Stored items
►

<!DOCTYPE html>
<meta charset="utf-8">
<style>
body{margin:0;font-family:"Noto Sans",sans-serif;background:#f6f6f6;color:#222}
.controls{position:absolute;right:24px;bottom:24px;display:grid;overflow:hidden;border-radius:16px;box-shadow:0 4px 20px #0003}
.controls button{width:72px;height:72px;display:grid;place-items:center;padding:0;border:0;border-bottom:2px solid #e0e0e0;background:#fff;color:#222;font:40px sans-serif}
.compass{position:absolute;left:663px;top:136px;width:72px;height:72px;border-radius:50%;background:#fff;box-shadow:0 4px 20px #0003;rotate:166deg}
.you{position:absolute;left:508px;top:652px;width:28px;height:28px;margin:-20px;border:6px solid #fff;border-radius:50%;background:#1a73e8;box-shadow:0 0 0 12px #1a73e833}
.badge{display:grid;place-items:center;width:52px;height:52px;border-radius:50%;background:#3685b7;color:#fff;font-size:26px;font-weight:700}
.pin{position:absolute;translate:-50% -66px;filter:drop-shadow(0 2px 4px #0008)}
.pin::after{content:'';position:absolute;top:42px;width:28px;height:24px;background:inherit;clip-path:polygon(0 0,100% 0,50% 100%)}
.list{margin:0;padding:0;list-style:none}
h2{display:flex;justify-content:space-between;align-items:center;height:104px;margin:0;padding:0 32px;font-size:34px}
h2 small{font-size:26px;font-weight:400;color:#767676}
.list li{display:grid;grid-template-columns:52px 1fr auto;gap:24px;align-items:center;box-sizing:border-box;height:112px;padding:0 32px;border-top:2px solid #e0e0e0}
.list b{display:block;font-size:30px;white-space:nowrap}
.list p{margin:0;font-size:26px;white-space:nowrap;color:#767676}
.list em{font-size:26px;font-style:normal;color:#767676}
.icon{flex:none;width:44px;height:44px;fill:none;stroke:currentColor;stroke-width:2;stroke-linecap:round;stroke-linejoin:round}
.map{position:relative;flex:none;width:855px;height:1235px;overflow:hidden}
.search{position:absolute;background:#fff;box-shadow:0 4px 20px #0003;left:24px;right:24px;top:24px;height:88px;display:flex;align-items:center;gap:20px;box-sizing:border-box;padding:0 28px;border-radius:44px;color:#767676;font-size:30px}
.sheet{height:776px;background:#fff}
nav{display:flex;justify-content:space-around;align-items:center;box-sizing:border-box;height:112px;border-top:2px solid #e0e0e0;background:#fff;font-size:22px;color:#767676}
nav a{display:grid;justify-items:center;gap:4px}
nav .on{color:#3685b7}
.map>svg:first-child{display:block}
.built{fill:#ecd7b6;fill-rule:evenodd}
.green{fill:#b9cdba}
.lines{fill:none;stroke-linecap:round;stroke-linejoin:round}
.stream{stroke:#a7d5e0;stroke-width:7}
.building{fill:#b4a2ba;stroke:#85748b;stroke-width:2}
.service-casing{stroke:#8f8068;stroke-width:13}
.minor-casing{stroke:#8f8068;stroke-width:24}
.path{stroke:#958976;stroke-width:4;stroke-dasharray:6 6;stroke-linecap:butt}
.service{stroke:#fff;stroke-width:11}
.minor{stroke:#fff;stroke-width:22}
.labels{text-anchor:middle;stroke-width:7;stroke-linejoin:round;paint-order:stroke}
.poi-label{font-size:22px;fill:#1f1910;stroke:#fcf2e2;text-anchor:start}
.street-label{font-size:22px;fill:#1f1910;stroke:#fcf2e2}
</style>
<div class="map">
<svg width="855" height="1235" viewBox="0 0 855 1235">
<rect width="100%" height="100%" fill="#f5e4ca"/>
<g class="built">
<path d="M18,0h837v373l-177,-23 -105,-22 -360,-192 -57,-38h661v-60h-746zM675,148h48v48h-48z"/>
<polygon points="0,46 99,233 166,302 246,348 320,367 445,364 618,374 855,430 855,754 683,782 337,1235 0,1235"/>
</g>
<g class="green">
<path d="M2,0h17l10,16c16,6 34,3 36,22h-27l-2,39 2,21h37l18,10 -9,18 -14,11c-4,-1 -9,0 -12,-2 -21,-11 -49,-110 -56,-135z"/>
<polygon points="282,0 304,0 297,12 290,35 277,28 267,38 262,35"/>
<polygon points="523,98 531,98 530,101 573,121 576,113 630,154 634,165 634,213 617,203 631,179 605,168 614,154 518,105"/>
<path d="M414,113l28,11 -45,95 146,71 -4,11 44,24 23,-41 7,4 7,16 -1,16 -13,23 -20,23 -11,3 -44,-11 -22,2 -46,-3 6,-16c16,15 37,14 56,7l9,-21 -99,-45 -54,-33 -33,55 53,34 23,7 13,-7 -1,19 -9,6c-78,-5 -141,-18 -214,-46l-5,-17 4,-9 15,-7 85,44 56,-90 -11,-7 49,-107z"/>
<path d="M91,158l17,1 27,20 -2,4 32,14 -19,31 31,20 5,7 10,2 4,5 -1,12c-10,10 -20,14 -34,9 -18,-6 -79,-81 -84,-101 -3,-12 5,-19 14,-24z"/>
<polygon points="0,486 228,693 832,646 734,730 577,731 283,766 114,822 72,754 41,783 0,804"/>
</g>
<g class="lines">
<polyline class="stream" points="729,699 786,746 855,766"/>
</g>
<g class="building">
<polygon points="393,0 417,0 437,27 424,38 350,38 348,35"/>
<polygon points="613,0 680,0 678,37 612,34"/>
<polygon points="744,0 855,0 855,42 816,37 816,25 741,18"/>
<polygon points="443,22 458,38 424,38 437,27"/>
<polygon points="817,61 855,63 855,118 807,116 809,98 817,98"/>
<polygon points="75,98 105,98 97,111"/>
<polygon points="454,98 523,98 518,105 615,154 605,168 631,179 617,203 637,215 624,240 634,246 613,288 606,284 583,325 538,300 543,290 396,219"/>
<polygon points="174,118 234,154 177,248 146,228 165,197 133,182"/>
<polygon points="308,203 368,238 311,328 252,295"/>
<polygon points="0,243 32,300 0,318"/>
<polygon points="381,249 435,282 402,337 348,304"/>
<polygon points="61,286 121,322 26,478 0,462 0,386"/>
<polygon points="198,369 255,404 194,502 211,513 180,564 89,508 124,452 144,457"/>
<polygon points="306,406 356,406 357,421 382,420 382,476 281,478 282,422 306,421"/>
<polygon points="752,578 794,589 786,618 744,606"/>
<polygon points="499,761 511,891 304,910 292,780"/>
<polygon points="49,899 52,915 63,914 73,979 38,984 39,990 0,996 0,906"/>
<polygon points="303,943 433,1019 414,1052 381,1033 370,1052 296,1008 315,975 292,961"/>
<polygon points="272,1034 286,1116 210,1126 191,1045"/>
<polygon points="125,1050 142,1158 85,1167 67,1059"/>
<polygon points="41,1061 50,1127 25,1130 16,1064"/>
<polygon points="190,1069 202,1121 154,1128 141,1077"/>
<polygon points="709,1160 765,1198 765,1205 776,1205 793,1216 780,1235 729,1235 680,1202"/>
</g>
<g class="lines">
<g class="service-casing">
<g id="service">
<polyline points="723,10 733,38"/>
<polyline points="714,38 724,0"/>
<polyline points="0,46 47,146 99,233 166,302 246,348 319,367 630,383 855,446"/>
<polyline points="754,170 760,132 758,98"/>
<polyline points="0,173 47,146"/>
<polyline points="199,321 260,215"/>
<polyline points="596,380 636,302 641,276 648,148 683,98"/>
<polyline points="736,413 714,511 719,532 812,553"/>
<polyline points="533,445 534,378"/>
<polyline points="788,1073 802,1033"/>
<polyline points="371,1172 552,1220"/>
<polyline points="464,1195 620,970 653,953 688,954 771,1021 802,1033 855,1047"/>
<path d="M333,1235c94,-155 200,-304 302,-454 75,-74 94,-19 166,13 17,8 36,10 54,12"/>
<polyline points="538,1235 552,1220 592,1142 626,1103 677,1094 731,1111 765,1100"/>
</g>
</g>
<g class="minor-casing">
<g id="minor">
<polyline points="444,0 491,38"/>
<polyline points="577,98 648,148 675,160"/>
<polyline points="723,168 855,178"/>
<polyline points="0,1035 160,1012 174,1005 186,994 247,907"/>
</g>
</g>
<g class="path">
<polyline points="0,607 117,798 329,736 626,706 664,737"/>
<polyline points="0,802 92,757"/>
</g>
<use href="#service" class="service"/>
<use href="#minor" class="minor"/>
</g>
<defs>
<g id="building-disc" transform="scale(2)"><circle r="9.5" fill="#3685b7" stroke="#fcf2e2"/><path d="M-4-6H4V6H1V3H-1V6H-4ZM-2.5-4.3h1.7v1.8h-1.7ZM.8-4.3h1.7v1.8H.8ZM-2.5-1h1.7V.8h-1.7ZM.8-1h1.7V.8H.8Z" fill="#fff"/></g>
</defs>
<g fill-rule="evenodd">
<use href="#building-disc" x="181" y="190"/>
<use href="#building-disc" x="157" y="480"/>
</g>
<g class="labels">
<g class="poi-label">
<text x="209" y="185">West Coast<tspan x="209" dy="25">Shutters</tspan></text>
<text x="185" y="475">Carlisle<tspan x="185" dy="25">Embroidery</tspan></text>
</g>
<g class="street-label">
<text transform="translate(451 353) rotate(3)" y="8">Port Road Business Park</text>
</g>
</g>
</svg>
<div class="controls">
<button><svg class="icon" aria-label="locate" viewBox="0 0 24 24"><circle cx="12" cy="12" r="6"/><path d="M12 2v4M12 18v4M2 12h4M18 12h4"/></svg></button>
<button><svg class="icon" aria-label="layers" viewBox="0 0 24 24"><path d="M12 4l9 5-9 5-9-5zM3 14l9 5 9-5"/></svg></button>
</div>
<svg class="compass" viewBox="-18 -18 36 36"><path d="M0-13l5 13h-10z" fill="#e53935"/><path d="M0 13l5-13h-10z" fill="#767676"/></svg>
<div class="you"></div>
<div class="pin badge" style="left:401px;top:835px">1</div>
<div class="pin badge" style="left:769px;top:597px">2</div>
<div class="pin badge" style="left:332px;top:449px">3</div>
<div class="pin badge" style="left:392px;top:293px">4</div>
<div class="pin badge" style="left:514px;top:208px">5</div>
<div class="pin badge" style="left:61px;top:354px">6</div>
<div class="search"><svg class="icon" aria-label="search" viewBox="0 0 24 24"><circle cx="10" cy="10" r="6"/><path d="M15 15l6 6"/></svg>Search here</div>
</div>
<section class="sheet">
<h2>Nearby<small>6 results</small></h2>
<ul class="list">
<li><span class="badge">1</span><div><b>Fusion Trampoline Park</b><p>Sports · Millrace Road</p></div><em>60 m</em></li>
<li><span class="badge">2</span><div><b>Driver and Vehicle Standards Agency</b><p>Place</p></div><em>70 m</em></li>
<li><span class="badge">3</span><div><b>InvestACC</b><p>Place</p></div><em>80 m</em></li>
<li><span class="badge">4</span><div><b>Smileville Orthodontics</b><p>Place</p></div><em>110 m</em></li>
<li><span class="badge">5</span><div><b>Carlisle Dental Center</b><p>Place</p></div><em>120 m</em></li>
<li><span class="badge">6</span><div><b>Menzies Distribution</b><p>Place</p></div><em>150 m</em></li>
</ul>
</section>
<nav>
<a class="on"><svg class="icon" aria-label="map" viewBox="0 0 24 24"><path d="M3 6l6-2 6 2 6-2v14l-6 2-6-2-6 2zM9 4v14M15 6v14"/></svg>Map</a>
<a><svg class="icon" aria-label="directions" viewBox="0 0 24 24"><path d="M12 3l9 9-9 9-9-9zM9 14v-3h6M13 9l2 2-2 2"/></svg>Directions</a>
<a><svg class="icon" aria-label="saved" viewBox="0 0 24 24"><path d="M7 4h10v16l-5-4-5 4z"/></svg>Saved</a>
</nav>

◄

### Task item
Find the word "padding" in the entries. Copy each line that holds it.

### The completed task
.controls button{width:72px;height:72px;display:grid;place-items:center;padding:0;border:0;border-bottom:2px solid #e0e0e0;background:#fff;color:#222;font:40px sans-serif}
.list{margin:0;padding:0;list-style:none}
h2{display:flex;justify-content:space-between;align-items:center;height:104px;margin:0;padding:0 32px;font-size:34px}
.list li{display:grid;grid-template-columns:52px 1fr auto;gap:24px;align-items:center;box-sizing:border-box;height:112px;padding:0 32px;border-top:2px solid #e0e0e0}
.search{position:absolute;background:#fff;box-shadow:0 4px 20px #0003;left:24px;right:24px;top:24px;height:88px;display:flex;align-items:center;gap:20px;box-sizing:border-box;padding:0 28px;border-radius:44px;color:#767676;font-size:30px}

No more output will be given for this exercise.